What the exercise asks: In the entries below, print exactly the lines from the first through the one with "filter:drop-shadow(0 0 2px", both included, and none of the pictures.
━━━ Records to use
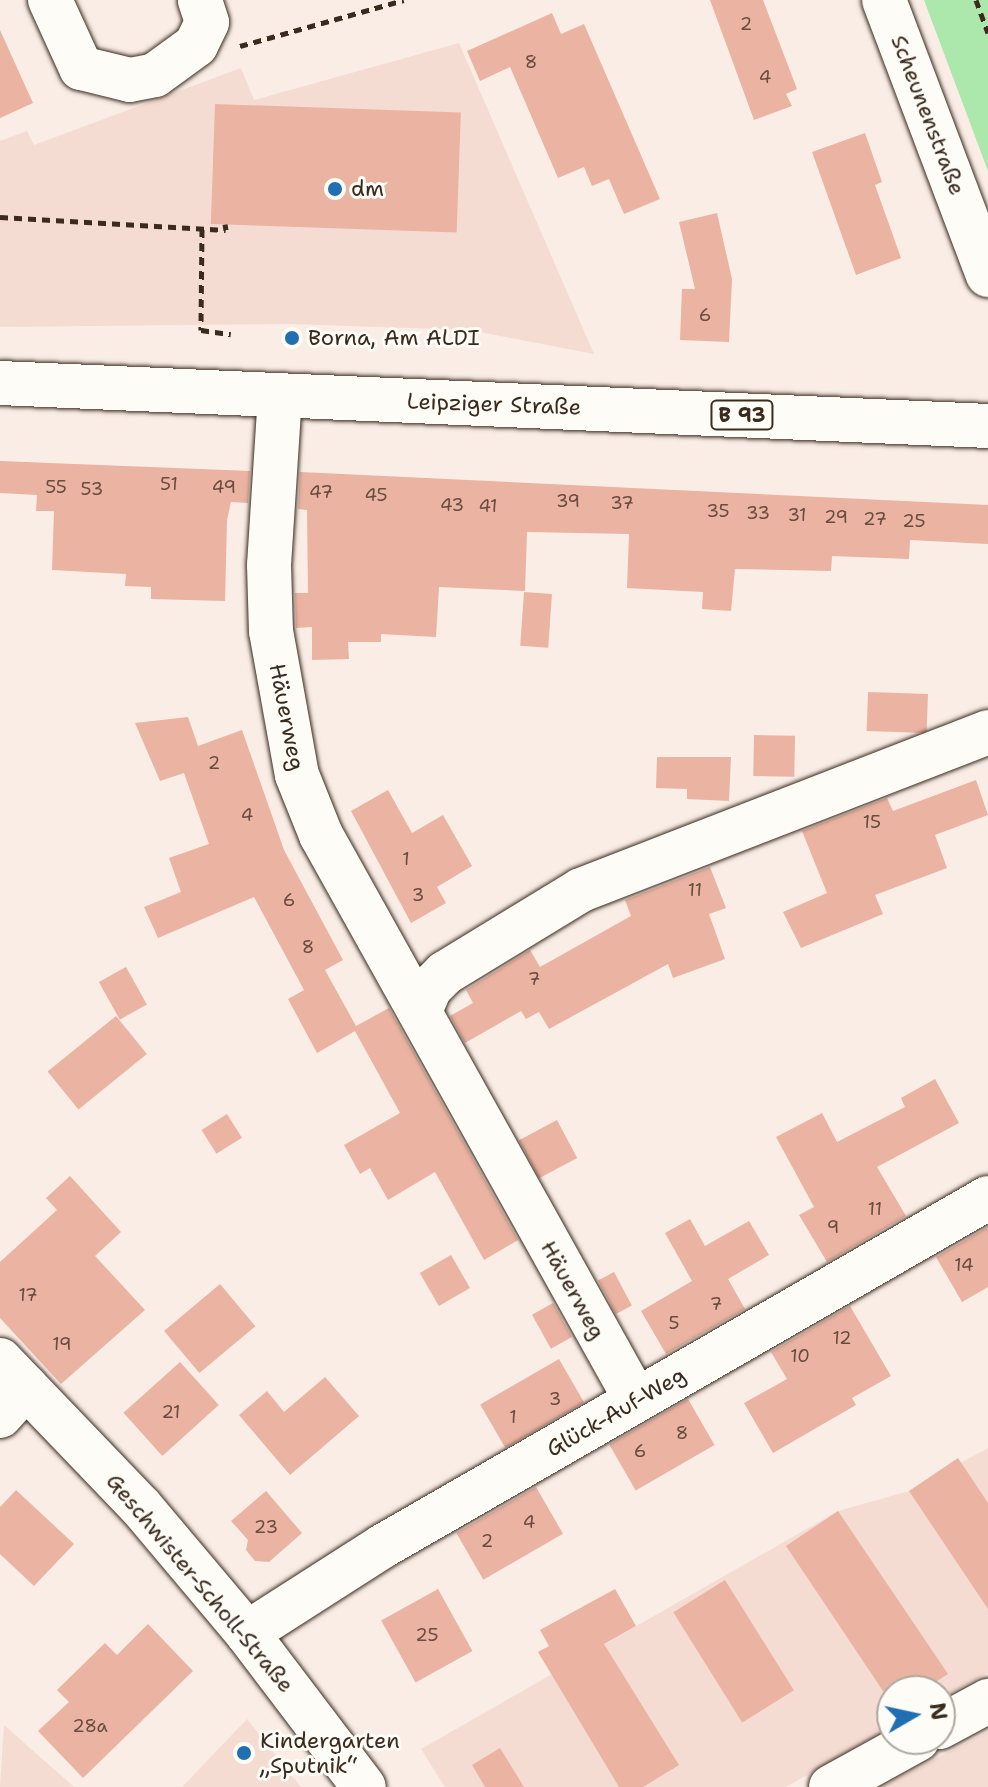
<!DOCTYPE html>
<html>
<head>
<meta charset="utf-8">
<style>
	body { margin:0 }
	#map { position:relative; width:988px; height:1787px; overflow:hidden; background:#f9ede6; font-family:"Shantell Sans",sans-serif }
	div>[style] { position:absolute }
	.built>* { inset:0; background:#f5dcd2 }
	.green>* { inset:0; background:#ace7ab }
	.building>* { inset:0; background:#ebb3a2; transform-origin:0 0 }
	.path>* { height:5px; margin-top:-2.5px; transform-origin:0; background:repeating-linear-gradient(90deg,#3b2a1e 0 8px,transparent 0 14px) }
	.roads { filter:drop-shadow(0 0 2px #3b2a1e) drop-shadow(0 0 2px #3b2a1e) }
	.minor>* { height:44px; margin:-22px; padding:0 22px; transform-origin:22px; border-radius:22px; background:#fdfcf7 }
	.major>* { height:44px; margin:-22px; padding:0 22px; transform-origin:22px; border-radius:22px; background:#fdfcf7 }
	.dots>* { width:22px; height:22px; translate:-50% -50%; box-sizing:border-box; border:4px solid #fdfcf7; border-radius:50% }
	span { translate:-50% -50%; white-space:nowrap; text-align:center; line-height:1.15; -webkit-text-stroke:6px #fdfcf7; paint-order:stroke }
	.number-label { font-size:18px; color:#674c3f }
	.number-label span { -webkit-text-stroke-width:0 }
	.shield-label span { padding:2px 6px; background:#fdfcf7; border:2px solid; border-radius:6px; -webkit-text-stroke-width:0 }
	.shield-label { font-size:20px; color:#3b2a1e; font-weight:700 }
	.street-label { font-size:22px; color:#3b2a1e }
	.poi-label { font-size:22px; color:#3b2a1e }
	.left { translate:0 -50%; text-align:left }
	.north { position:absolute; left:876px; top:1675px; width:80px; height:80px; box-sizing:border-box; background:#fdfcf7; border:2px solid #afa8a0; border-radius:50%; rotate:81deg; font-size:22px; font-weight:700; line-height:32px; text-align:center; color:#3b2a1e }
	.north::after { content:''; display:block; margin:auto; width:28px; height:36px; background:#1f6fb2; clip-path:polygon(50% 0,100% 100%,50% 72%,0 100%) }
</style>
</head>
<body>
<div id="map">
	<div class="built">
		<div style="clip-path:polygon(459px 43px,594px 354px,469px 330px,290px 324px,0 327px,0 141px,27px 131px,34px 145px,241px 68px,254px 100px)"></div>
		<div style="clip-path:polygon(988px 1448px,988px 1672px,940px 1699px,940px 1691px,892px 1691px,892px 1727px,786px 1787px,445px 1787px,421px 1749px,838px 1511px,909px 1491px)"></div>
		<div style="clip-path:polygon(247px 1719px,301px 1787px,182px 1787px)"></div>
		<div style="clip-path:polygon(4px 1725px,74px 1787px,0 1787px)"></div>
		<div style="clip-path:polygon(988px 1732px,988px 1787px,881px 1787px)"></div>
	</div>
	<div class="green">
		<div style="clip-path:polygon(924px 0,988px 0,988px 171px)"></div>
	</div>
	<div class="building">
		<div style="clip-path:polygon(710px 0,763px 0,797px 89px,786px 94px,792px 106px,754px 120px)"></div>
		<div style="clip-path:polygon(552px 13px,561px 34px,584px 24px,660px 199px,624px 214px,609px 179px,592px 186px,584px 167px,558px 178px,510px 67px,480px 81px,467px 51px)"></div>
		<div style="clip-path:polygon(0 30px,33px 103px,0 118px)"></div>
		<div style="left:215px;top:104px;width:246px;height:120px;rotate:2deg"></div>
		<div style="clip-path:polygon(865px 133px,882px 182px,875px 185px,901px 258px,856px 275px,812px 152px)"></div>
		<div style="clip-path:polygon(717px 213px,732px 279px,729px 342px,680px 340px,682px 289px,695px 289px,679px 222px)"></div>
		<div style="clip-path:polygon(0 461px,250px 471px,248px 503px,231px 502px,227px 520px,225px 601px,151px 599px,151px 587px,125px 586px,126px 574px,52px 570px,54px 511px,36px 511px,37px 495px,0 493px)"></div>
		<div style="clip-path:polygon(300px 472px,988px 505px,988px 544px,910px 540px,909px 559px,832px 556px,831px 571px,735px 569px,731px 611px,702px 609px,703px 592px,627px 588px,629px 534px,527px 532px,525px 591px,439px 587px,436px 637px,381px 634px,381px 642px,348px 642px,349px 659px,312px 660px,312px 627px,296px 628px,295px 593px,308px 593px,307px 510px,298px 509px)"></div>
		<div style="left:524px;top:592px;width:28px;height:54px;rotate:4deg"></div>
		<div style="left:868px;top:692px;width:60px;height:39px;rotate:2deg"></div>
		<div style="clip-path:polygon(188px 717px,198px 746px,242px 730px,284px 850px,343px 960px,325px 970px,356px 1026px,389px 1008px,518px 1240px,484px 1260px,435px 1172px,388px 1200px,370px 1168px,360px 1174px,344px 1145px,400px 1113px,355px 1031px,317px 1053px,288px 999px,304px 990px,254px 897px,158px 938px,144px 907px,181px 892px,169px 858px,209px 844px,184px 773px,160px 781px,135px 723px)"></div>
		<div style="left:754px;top:735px;width:41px;height:41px;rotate:1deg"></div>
		<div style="clip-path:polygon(657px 757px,731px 757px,729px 801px,687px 799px,687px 789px,656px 788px)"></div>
		<div style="clip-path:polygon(976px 780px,988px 815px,935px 835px,947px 868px,875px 895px,883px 914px,801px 948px,783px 912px,827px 893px,802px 831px,887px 798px,893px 811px)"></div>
		<div style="clip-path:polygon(388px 790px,412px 833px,443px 815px,472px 866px,437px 887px,446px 903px,411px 923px,351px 811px)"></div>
		<div style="clip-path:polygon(710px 867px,726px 908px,709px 914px,725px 959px,673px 978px,668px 964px,549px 1029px,539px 1012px,526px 1019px,521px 1011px,465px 1043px,450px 1016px,473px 1003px,466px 990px,530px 950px,540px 967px,631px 916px,625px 900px)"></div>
		<div style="left:126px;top:967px;width:43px;height:31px;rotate:61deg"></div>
		<div style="left:116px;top:1016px;width:49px;height:88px;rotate:51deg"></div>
		<div style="clip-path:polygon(935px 1079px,959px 1123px,877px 1167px,906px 1216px,827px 1262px,799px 1215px,814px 1207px,776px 1137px,822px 1113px,837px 1142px,905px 1107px,901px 1098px)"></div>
		<div style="left:227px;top:1114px;width:28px;height:30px;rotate:58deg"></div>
		<div style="left:557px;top:1120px;width:43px;height:43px;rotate:62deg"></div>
		<div style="clip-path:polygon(70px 1176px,121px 1232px,95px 1256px,145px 1310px,61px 1384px,0 1318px,0 1262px,57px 1210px,46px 1198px)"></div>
		<div style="clip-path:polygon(690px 1219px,705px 1246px,749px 1221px,769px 1255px,728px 1279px,745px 1309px,666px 1354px,641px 1311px,692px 1281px,665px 1233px)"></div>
		<div style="clip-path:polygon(988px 1227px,988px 1287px,962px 1302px,936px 1257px)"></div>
		<div style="left:451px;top:1255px;width:38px;height:36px;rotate:60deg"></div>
		<div style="left:614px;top:1272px;width:38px;height:18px;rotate:62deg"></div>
		<div style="left:220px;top:1284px;width:55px;height:73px;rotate:50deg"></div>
		<div style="left:553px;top:1303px;width:39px;height:24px;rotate:61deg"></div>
		<div style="clip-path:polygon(850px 1306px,891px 1376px,852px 1398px,856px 1405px,773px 1453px,744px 1403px,787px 1379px,771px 1352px)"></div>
		<div style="left:559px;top:1359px;width:50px;height:91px;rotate:60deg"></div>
		<div style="left:180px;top:1362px;width:58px;height:76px;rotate:48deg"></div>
		<div style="clip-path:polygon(325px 1377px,359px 1416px,290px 1475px,239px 1415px,267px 1391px,284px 1412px)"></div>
		<div style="left:688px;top:1399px;width:53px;height:91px;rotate:60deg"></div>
		<div style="clip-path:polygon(958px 1458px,988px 1503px,988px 1609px,909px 1491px)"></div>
		<div style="left:536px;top:1487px;width:54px;height:92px;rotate:60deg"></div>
		<div style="clip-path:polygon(16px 1490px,74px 1544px,34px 1586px,0 1554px,0 1507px)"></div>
		<div style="clip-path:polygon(266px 1491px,302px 1533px,269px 1562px,255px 1561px,246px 1550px,248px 1540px,231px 1521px)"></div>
		<div style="clip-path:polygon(838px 1511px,948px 1674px,922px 1691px,883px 1691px,786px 1546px)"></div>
		<div style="left:725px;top:1580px;width:130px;height:61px;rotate:58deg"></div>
		<div style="left:438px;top:1589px;width:71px;height:65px;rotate:61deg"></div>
		<div style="clip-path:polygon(615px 1589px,636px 1626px,604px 1644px,679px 1765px,643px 1787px,619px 1787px,538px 1652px,549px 1646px,540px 1630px)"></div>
		<div style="clip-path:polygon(148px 1624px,193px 1671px,83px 1778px,38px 1731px,69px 1702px,57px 1690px,105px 1643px,117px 1655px)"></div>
		<div style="clip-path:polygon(500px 1748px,524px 1787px,485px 1787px,472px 1765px)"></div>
	</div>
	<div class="path">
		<div style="left:976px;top:0;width:35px;rotate:70deg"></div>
		<div style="left:240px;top:46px;width:170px;rotate:-15.7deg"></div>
		<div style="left:0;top:217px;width:226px;rotate:3.3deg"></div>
		<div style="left:226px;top:230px;width:6px;rotate:-99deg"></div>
		<div style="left:202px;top:229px;width:101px;rotate:90.6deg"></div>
		<div style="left:201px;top:330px;width:30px;rotate:8deg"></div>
	</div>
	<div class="roads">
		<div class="minor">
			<div style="left:50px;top:0;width:75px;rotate:65.5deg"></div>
			<div style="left:81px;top:68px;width:50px;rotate:13.8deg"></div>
			<div style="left:130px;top:80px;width:25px;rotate:-11deg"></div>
			<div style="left:155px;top:75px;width:51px;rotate:-36.2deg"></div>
			<div style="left:196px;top:45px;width:25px;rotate:-64deg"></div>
			<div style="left:207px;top:22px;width:23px;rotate:-108deg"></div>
			<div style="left:884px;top:0;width:294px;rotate:69.3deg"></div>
			<div style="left:280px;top:395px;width:170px;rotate:93.7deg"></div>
			<div style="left:269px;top:565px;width:66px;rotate:88.3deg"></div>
			<div style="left:271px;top:631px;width:146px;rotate:79.8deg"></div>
			<div style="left:297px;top:775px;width:65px;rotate:68.2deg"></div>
			<div style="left:321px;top:835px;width:647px;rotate:60.86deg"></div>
			<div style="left:421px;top:1009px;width:23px;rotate:-67deg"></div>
			<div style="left:430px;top:988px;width:21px;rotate:-45deg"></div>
			<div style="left:445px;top:973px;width:159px;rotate:-31.4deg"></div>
			<div style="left:581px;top:890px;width:437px;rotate:-21.2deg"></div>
			<div style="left:0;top:1360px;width:204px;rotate:46.2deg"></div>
			<div style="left:141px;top:1507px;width:165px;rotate:49.9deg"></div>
			<div style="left:247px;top:1633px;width:193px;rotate:52.8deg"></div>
			<div style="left:0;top:1416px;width:39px;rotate:-48deg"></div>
			<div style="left:247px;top:1633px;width:161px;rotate:-32.6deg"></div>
			<div style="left:383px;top:1546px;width:698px;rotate:-29.91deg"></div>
			<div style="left:940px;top:1727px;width:55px;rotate:-28.4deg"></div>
			<div style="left:831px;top:1787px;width:99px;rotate:-28.9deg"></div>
		</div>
		<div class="major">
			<div style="left:0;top:383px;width:989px;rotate:2.49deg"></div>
		</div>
	</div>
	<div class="dots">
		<div style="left:335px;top:189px;background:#1f6fb2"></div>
		<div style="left:292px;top:338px;background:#1f6fb2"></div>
		<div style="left:244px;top:1753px;background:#1f6fb2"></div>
	</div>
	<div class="number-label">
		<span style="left:746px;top:24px">2</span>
		<span style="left:531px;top:62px">8</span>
		<span style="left:765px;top:77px">4</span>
		<span style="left:705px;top:315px">6</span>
		<span style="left:169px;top:484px">51</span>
		<span style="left:56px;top:487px">55</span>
		<span style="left:224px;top:487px">49</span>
		<span style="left:92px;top:489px">53</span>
		<span style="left:321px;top:492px">47</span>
		<span style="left:376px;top:495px">45</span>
		<span style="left:568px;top:501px">39</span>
		<span style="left:622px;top:503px">37</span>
		<span style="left:452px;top:505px">43</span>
		<span style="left:488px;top:506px">41</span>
		<span style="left:718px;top:511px">35</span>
		<span style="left:758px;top:513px">33</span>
		<span style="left:797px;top:515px">31</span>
		<span style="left:836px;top:517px">29</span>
		<span style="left:875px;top:519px">27</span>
		<span style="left:914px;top:521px">25</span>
		<span style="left:214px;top:763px">2</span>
		<span style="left:247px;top:815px">4</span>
		<span style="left:872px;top:822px">15</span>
		<span style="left:406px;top:859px">1</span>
		<span style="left:695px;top:890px">11</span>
		<span style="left:418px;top:895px">3</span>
		<span style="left:289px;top:900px">6</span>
		<span style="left:308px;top:947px">8</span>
		<span style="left:534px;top:979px">7</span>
		<span style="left:875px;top:1209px">11</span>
		<span style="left:833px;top:1227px">9</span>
		<span style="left:964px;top:1265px">14</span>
		<span style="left:28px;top:1295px">17</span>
		<span style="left:716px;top:1304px">7</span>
		<span style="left:674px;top:1323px">5</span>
		<span style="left:842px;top:1338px">12</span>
		<span style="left:62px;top:1344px">19</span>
		<span style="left:800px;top:1356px">10</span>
		<span style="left:555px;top:1399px">3</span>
		<span style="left:171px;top:1412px">21</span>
		<span style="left:513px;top:1417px">1</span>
		<span style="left:682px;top:1433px">8</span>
		<span style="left:640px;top:1451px">6</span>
		<span style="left:529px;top:1522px">4</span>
		<span style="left:266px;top:1527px">23</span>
		<span style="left:487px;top:1541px">2</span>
		<span style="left:427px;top:1635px">25</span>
		<span style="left:90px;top:1726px">28a</span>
	</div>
	<div class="shield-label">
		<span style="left:742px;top:415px">B 93</span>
	</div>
	<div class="street-label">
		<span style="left:928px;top:115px;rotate:69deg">Scheunenstraße</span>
		<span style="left:494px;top:404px;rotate:2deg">Leipziger Straße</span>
		<span style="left:287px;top:717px;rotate:79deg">Häuerweg</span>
		<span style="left:573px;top:1290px;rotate:61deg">Häuerweg</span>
		<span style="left:616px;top:1412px;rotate:-30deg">Glück-Auf-Weg</span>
		<span style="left:200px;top:1583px;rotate:50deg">Geschwister-Scholl-Straße</span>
	</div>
	<div class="poi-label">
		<span class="left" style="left:351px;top:189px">dm</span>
		<span class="left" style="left:308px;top:338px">Borna, Am ALDI</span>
		<span class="left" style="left:260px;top:1753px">Kindergarten<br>„Sputnik“</span>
	</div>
	<div class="north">N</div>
</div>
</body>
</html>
━━━━━━
Exercise solution:
<!DOCTYPE html>
<html>
<head>
<meta charset="utf-8">
<style>
	body { margin:0 }
	#map { position:relative; width:988px; height:1787px; overflow:hidden; background:#f9ede6; font-family:"Shantell Sans",sans-serif }
	div>[style] { position:absolute }
	.built>* { inset:0; background:#f5dcd2 }
	.green>* { inset:0; background:#ace7ab }
	.building>* { inset:0; background:#ebb3a2; transform-origin:0 0 }
	.path>* { height:5px; margin-top:-2.5px; transform-origin:0; background:repeating-linear-gradient(90deg,#3b2a1e 0 8px,transparent 0 14px) }
	.roads { filter:drop-shadow(0 0 2px #3b2a1e) drop-shadow(0 0 2px #3b2a1e) }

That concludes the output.